GIVEN DATA ::
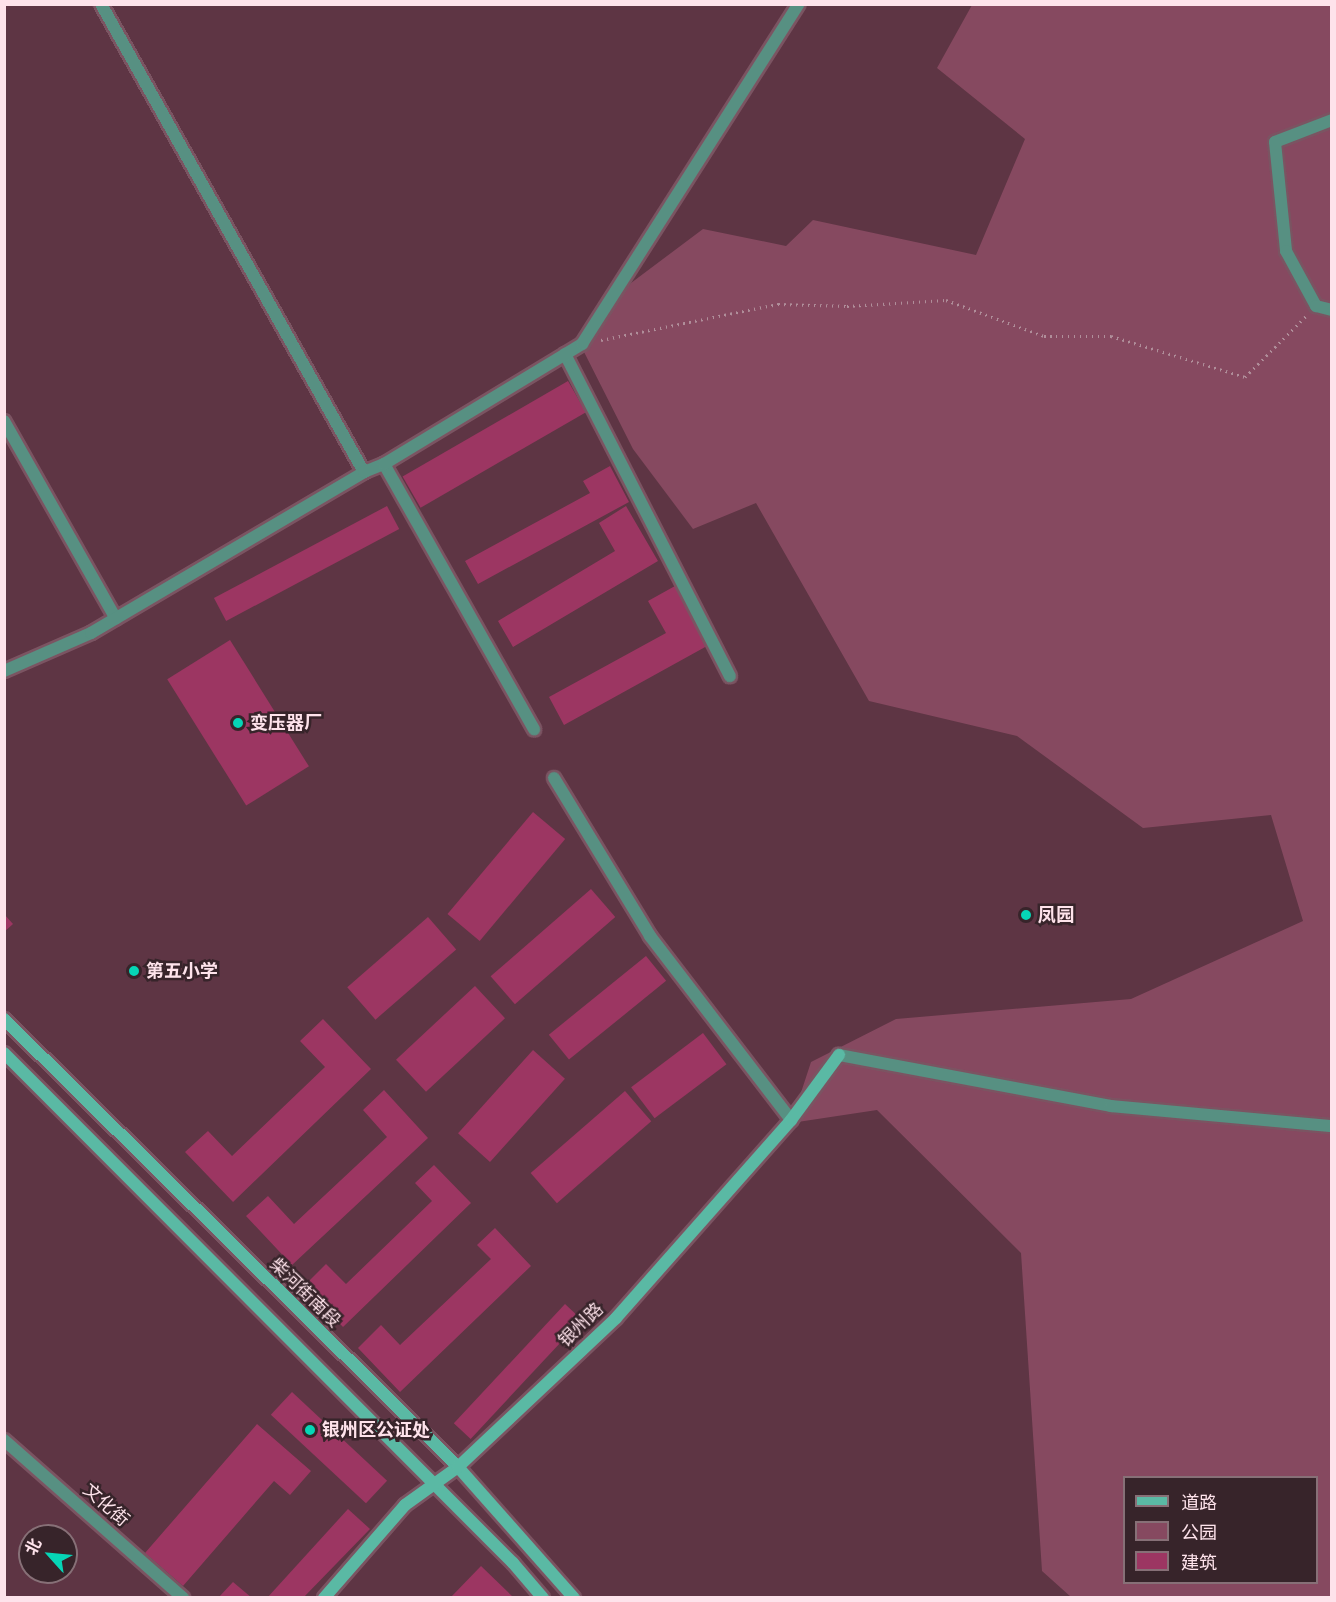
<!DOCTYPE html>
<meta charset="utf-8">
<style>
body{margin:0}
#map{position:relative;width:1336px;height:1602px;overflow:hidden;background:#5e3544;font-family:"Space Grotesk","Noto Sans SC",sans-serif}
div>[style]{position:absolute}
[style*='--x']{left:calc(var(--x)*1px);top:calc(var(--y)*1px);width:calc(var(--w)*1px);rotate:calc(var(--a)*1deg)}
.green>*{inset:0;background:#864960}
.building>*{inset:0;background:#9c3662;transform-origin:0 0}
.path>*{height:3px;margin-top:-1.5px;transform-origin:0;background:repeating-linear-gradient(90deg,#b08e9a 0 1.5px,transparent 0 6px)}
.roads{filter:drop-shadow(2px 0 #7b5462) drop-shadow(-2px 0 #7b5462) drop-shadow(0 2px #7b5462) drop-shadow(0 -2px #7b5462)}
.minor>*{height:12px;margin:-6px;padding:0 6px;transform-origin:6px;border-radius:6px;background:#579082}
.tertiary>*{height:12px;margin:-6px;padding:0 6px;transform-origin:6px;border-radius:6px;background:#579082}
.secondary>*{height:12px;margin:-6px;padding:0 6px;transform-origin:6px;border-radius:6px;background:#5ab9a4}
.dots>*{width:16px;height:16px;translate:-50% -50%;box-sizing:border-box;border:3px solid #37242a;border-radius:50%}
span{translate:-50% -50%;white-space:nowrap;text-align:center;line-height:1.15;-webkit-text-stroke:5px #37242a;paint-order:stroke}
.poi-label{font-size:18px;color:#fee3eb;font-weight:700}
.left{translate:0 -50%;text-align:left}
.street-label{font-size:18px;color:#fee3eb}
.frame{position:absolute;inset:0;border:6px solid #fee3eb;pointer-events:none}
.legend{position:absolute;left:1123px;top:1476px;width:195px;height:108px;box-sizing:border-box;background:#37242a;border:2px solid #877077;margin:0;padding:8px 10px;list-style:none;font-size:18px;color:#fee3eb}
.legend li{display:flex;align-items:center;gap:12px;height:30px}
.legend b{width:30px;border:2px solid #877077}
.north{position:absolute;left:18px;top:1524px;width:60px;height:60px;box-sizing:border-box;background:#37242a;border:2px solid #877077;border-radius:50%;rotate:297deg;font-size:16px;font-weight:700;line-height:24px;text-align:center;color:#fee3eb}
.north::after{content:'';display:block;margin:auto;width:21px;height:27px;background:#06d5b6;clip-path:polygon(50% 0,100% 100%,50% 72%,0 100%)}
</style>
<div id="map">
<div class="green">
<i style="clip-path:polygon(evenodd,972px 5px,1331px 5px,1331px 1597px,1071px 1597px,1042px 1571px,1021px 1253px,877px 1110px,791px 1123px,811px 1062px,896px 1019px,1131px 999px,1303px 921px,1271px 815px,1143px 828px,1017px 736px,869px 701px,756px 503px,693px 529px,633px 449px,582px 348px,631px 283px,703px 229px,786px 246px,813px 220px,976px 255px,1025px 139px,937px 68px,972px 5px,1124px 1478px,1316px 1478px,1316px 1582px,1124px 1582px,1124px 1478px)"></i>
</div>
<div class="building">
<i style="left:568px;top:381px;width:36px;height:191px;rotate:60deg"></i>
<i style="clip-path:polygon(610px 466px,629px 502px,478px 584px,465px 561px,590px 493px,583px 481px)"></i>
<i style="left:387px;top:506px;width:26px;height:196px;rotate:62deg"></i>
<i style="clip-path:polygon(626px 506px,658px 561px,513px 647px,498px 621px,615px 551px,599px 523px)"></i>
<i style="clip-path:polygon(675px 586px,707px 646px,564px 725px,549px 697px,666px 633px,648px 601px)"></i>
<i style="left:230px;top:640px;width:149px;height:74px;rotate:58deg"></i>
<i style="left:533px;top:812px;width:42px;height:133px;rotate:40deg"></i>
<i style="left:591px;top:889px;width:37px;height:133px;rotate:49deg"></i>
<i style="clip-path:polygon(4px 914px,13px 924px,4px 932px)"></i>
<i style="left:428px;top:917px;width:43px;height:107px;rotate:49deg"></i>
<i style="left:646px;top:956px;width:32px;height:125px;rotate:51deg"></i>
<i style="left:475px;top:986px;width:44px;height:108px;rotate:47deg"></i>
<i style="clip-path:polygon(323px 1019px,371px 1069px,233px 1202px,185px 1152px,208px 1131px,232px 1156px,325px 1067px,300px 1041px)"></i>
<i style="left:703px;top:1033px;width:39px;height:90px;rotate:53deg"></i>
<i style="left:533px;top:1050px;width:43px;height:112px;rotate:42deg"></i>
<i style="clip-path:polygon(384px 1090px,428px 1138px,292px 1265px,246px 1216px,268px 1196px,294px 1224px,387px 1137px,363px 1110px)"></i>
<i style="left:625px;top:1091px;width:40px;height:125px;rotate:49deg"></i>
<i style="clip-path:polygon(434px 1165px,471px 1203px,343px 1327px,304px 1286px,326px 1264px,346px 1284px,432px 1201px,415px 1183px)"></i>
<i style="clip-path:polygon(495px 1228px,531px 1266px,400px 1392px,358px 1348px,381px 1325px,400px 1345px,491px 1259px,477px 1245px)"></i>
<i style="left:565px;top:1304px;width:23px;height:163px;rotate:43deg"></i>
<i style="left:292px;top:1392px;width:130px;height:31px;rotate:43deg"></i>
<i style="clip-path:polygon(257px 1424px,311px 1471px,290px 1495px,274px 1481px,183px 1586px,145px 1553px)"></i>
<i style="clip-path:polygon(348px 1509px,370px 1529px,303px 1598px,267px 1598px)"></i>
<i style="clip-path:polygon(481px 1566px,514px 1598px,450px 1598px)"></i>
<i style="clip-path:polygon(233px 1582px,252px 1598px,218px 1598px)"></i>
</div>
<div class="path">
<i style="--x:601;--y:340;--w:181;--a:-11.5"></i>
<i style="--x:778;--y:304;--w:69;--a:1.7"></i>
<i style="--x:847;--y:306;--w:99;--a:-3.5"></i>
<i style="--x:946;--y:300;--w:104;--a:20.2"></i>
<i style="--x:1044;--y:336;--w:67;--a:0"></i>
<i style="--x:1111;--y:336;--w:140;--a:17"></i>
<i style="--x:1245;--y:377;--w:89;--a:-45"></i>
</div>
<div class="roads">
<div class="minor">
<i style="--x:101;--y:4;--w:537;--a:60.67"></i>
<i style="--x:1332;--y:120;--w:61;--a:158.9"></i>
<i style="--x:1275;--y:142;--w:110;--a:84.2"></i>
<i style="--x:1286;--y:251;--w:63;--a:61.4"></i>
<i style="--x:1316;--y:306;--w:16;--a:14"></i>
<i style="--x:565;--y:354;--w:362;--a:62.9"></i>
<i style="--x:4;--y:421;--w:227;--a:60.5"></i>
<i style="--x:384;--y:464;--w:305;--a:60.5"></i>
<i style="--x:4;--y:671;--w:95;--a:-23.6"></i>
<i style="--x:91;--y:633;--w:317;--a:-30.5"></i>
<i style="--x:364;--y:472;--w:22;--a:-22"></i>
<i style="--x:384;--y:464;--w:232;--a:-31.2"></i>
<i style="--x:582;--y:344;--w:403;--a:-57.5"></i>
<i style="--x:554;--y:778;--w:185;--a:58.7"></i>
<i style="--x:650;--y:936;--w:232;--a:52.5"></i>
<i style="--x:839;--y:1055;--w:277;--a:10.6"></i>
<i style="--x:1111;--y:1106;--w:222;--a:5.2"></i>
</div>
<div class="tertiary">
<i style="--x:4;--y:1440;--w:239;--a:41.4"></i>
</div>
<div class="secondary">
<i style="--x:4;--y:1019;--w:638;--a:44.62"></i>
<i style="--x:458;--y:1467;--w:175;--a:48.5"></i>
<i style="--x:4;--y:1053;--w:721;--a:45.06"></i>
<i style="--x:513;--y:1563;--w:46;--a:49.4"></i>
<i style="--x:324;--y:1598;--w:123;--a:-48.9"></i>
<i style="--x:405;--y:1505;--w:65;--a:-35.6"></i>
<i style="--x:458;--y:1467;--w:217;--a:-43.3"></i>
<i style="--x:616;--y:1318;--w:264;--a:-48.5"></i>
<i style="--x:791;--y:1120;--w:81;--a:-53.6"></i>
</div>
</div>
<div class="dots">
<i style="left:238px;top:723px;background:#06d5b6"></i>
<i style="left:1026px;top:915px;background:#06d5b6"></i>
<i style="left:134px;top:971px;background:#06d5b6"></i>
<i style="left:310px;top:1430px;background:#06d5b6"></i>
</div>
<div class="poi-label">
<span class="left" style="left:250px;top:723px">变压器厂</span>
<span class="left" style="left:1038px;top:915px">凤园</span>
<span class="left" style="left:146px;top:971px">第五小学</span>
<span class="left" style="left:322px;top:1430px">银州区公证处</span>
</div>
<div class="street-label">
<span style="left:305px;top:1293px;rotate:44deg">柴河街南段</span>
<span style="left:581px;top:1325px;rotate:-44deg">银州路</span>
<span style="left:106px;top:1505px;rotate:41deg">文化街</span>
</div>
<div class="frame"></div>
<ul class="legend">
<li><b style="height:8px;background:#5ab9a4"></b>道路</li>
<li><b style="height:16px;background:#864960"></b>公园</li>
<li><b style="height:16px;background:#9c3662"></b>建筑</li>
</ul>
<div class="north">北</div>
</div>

WHAT IS REQUIRED :: Only these lines belong in the answer: the first line of the listing above through the line holding "0 #7b5462) drop-shadow(-2px", printed exactly and without pictures.

ANSWER TO THE PROBLEM ::
<!DOCTYPE html>
<meta charset="utf-8">
<style>
body{margin:0}
#map{position:relative;width:1336px;height:1602px;overflow:hidden;background:#5e3544;font-family:"Space Grotesk","Noto Sans SC",sans-serif}
div>[style]{position:absolute}
[style*='--x']{left:calc(var(--x)*1px);top:calc(var(--y)*1px);width:calc(var(--w)*1px);rotate:calc(var(--a)*1deg)}
.green>*{inset:0;background:#864960}
.building>*{inset:0;background:#9c3662;transform-origin:0 0}
.path>*{height:3px;margin-top:-1.5px;transform-origin:0;background:repeating-linear-gradient(90deg,#b08e9a 0 1.5px,transparent 0 6px)}
.roads{filter:drop-shadow(2px 0 #7b5462) drop-shadow(-2px 0 #7b5462) drop-shadow(0 2px #7b5462) drop-shadow(0 -2px #7b5462)}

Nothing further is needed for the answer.